*** Begin section ***

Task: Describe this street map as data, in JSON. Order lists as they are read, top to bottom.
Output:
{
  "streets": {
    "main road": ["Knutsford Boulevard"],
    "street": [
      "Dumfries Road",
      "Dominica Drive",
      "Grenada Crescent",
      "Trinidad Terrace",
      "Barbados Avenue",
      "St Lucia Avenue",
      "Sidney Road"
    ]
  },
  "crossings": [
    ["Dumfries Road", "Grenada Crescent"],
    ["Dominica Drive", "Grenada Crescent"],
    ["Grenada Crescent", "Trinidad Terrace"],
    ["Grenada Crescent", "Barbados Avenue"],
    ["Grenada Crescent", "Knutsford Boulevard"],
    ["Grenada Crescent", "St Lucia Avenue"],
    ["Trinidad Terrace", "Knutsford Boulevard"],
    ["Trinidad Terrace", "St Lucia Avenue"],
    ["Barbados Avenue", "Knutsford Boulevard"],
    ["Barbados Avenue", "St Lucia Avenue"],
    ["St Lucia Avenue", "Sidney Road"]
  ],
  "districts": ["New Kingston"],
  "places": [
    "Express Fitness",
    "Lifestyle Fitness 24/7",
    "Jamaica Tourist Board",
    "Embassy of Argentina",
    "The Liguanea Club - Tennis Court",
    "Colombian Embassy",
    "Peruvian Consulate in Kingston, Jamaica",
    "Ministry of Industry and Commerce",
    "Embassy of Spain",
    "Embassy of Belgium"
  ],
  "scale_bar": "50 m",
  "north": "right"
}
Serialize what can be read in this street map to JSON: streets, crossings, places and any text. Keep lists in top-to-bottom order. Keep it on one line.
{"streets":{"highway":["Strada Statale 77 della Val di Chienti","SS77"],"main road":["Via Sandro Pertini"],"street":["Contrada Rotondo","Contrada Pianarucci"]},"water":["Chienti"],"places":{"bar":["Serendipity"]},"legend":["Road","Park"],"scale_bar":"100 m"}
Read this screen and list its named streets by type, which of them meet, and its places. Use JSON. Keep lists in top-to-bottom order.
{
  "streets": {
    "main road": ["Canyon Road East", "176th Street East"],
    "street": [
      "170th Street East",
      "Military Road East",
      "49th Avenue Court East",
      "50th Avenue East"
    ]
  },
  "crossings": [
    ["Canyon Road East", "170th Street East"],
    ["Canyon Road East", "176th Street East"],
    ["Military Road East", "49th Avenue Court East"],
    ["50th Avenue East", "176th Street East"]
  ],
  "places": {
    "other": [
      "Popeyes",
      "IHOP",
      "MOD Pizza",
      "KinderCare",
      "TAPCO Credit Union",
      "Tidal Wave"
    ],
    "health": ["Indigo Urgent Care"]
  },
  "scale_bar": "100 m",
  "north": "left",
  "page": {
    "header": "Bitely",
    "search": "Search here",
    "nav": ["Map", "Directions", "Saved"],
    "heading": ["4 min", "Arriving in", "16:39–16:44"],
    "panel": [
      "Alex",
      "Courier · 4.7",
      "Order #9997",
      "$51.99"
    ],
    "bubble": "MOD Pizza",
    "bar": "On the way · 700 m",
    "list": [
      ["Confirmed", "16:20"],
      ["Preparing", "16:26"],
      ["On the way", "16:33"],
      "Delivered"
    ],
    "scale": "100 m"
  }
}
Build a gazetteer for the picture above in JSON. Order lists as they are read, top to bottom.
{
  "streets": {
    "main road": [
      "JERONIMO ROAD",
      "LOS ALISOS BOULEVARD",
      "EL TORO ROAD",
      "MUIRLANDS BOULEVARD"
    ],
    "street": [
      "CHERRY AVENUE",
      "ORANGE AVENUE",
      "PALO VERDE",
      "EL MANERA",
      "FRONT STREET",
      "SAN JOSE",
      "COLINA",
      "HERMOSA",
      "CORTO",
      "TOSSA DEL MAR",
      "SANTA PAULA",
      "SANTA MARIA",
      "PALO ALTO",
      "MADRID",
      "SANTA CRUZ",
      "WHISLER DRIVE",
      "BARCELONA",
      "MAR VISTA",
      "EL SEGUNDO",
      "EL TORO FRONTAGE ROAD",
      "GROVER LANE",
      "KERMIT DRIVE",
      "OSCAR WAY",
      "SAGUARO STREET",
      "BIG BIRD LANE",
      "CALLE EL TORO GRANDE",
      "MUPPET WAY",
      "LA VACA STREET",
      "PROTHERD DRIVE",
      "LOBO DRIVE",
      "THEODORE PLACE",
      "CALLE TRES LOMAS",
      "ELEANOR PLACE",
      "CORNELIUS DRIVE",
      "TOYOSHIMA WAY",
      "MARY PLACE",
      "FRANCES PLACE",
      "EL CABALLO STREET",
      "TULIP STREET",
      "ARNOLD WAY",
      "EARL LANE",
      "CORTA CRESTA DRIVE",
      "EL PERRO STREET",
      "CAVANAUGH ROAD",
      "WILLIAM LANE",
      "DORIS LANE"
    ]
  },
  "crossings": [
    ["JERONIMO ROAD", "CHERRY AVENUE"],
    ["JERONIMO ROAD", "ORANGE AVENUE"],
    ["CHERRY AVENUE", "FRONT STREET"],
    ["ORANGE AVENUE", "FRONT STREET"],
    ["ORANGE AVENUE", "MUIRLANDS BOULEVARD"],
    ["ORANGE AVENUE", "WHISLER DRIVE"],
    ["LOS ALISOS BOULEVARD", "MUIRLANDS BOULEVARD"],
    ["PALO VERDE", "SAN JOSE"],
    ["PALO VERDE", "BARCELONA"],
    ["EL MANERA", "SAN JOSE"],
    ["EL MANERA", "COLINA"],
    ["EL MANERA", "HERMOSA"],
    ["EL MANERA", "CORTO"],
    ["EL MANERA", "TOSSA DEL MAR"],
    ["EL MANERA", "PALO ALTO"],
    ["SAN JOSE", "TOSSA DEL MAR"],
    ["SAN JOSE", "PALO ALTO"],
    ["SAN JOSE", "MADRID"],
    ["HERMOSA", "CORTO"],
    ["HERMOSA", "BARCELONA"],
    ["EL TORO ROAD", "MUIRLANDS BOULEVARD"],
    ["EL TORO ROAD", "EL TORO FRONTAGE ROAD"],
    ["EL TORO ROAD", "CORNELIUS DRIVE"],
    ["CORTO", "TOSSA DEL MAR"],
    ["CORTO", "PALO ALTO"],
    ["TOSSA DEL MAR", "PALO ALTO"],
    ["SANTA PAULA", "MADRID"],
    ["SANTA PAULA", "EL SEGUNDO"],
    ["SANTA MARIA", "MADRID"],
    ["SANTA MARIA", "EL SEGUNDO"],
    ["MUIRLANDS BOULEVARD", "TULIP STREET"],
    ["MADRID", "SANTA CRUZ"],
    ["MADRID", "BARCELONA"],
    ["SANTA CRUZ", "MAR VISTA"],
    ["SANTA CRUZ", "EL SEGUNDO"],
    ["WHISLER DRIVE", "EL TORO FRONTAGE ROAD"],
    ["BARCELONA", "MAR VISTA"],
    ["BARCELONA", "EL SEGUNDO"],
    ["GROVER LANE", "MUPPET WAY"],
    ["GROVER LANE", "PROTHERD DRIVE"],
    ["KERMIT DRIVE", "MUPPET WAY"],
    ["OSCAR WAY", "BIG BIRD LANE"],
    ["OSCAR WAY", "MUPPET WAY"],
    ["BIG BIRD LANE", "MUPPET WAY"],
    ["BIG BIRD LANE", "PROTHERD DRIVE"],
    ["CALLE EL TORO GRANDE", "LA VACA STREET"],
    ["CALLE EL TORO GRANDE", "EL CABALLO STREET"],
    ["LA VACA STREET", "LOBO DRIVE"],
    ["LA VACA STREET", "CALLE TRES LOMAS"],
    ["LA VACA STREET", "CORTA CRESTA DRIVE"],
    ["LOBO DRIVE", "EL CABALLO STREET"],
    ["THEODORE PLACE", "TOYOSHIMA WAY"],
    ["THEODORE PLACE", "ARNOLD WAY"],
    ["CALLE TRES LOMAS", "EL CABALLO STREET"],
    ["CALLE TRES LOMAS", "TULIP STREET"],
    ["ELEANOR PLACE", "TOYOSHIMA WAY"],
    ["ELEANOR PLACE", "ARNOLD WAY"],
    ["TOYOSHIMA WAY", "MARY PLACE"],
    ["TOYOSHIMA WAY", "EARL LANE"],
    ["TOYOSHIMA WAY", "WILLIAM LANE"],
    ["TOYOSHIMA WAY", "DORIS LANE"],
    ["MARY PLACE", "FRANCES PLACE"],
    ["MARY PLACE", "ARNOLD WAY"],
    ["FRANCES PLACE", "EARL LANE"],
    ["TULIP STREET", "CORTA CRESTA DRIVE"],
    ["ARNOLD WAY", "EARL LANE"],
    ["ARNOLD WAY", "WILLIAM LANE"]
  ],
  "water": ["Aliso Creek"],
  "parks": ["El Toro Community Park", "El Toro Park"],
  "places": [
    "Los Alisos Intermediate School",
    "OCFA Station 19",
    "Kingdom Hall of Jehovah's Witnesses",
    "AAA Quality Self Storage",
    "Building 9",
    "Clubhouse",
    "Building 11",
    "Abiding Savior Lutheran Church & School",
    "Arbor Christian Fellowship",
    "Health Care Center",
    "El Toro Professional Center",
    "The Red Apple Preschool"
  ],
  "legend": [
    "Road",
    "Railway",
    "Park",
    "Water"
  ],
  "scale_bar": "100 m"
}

*** End section ***

Your goal:
Go line by line through the records above and copy each one containing "Dominica".

Result of this exercise:
      "Dominica Drive",
    ["Dominica Drive", "Grenada Crescent"],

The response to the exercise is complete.